The aim of this software is to compute the CANDECOMP/PARAFAC (CP) decomposition of huge sprase tensors on large-scale HPC systems. Fine-grain task parallelization of CP decomposition is known to be the most efficient in terms of computations. However, this type of parallelization incurs very high number of messages when the number of processors increase to thousands and tens of thousands. This software solves the high messages problem using a novel framework that embeds the point-to-point messages into a gloabal All-Reduce operation.
For full context, please refer to the relevant IEEE TPDS publication: N. Abubaker, M. O. Karsavuran and C. Aykanat, "Scalable Unsupervised ML: Latency Hiding in Distributed Sparse Tensor Decomposition," in IEEE Transactions on Parallel and Distributed Systems, vol. 33, no. 11, pp. 3028-3040, 1 Nov. 2022, doi: 10.1109/TPDS.2021.3128827.
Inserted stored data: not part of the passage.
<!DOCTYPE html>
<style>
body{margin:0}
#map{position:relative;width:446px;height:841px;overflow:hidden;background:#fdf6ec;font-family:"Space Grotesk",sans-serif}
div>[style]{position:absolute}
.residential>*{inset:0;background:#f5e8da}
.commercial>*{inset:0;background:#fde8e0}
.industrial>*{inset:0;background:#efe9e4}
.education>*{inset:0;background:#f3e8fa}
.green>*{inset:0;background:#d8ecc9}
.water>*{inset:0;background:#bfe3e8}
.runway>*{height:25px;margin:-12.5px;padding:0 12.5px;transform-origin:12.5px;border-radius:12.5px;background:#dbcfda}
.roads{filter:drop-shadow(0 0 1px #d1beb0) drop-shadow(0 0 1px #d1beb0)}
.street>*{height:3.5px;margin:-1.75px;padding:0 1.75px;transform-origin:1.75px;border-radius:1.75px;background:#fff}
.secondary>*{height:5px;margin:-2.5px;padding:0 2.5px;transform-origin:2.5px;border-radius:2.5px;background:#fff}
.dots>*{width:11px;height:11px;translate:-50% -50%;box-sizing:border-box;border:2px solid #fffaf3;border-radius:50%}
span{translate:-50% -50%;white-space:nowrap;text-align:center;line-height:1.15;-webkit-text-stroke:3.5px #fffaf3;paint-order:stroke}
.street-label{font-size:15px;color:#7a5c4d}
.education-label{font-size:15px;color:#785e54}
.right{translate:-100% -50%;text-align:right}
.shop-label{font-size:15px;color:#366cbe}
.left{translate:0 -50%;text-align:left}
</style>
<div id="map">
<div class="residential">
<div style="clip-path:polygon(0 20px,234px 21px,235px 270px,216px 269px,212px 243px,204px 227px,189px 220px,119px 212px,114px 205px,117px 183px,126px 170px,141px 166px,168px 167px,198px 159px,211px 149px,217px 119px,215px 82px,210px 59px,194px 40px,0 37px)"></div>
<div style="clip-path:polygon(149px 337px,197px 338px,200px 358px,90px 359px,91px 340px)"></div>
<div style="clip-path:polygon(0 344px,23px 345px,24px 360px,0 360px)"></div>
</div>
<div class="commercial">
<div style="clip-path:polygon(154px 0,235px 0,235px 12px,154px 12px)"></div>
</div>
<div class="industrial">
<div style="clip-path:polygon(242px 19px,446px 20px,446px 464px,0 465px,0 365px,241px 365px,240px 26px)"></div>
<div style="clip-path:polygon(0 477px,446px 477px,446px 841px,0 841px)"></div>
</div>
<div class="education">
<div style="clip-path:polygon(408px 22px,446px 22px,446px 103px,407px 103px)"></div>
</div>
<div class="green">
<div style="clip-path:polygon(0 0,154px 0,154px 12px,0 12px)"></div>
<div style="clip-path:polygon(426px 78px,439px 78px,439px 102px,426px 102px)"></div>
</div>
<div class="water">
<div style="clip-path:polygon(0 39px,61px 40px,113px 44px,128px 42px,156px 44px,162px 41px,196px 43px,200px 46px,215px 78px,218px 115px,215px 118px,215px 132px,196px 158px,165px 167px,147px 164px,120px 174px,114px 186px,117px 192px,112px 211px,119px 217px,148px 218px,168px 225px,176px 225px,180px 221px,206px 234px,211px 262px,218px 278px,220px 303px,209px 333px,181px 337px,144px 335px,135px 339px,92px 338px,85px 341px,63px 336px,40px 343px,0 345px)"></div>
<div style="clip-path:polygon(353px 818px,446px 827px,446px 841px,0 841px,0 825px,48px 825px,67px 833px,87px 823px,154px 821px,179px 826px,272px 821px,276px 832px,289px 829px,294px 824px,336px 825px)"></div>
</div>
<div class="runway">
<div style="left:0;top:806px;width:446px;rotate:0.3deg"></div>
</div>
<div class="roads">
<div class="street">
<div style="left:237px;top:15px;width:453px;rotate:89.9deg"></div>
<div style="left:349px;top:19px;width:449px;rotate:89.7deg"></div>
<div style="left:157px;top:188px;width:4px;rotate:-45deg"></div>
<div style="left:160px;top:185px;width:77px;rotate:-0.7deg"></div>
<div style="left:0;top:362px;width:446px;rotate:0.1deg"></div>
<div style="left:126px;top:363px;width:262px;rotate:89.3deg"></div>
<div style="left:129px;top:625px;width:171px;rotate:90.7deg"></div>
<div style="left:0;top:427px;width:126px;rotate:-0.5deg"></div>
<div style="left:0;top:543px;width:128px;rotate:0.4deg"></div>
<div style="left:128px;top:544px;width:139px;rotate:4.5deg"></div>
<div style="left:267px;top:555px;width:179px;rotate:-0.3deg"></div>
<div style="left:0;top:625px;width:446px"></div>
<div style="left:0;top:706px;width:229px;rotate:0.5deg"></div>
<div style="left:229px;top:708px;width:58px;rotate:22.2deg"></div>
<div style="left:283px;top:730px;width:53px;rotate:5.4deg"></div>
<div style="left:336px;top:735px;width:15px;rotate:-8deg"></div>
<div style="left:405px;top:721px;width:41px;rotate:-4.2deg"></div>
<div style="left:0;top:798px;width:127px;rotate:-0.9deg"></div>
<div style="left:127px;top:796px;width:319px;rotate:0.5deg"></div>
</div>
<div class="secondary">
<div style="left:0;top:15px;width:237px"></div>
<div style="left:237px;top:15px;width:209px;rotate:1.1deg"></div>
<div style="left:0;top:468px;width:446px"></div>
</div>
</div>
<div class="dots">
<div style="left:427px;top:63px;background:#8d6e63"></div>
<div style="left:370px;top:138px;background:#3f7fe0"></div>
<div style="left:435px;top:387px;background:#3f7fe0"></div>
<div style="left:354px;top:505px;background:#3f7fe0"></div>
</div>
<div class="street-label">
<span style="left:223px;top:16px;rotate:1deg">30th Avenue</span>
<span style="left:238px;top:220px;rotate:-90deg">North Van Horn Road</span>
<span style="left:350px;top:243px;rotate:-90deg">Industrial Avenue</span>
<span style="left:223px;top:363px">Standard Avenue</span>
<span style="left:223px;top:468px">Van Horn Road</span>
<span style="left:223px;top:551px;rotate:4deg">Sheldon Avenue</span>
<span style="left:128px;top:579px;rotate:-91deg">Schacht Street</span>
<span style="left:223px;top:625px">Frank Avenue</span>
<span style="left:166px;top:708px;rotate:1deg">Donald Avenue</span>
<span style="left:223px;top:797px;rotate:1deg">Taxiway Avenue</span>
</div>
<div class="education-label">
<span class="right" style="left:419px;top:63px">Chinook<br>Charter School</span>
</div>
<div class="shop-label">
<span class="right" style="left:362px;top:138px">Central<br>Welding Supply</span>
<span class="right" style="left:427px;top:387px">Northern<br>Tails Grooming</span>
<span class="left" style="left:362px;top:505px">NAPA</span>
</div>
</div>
This code requires MKL (can be found in Intel's OneAPI). To compile the code, run:
make
A sample usage can be as follows:
mpirun -np 1024 cpd-emb [options] inputTensorFile
options:
-m row to processor assignment options: 0 = random 1 = random-respect-comm
-p partitionfile: in the partition file, indices numbered in the mode order
-r rank: (int) rank of CP decomposition. default: 16
-i number of CP-ALS iterations (max). default: 10
-c How sparse communication takes place, can be one of the following:
0: Point-to-point communication (default), you can specify -a option with this type
2: Embedded communication (hypercube), use -d and -b option with this type
-a Perform the sparse P2P communications with gloal collectives (all-to-all) (0:disable or 1: enabled). default: 0
-f tensor storage option: 0: COO format, 1:CSR-like format 2: CSF
format. default: 1
-b Use hypercube imap file (topology-aware assignment) for embedded communication, a file name should be provided
Please report any bugs or issues to Nabil Abubaker (abubaker.nf@gmail.com)
@ARTICLE{9618826,
author={Abubaker, Nabil and Karsavuran, M. Ozan and Aykanat, Cevdet},
journal={IEEE Transactions on Parallel and Distributed Systems},
title={Scalable Unsupervised ML: Latency Hiding in Distributed Sparse Tensor Decomposition},
year={2022},
volume={33},
number={11},
pages={3028-3040},
doi={10.1109/TPDS.2021.3128827}}
The initial version of this code was written by Dr. Seher Acer (seheracer@gmail.com) in 2016-2017. Nabil Abubaker improved on the initial version and added the following:
- Support for CSF storage and CSF-oriented MTTKRP
- Implementing embedded communication from scratch.
- A new CPD algorithm to accomodate the new embedded communication scheme.